— DIRECTIONS —
The answer must be the full listing, repeated word for word.

— SOURCE MATERIAL —
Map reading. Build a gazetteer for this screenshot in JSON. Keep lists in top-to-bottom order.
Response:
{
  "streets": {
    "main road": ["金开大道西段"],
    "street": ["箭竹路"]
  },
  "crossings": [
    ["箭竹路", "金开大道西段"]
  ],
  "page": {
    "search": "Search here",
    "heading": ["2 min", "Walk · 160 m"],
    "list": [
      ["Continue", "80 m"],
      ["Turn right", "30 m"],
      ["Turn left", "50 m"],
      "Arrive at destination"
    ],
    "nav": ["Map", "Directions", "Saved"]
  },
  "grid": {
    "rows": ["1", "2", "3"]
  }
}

— EXERCISE RESPONSE —
Map reading. Build a gazetteer for this screenshot in JSON. Keep lists in top-to-bottom order.
Response:
{
  "streets": {
    "main road": ["金开大道西段"],
    "street": ["箭竹路"]
  },
  "crossings": [
    ["箭竹路", "金开大道西段"]
  ],
  "page": {
    "search": "Search here",
    "heading": ["2 min", "Walk · 160 m"],
    "list": [
      ["Continue", "80 m"],
      ["Turn right", "30 m"],
      ["Turn left", "50 m"],
      "Arrive at destination"
    ],
    "nav": ["Map", "Directions", "Saved"]
  },
  "grid": {
    "rows": ["1", "2", "3"]
  }
}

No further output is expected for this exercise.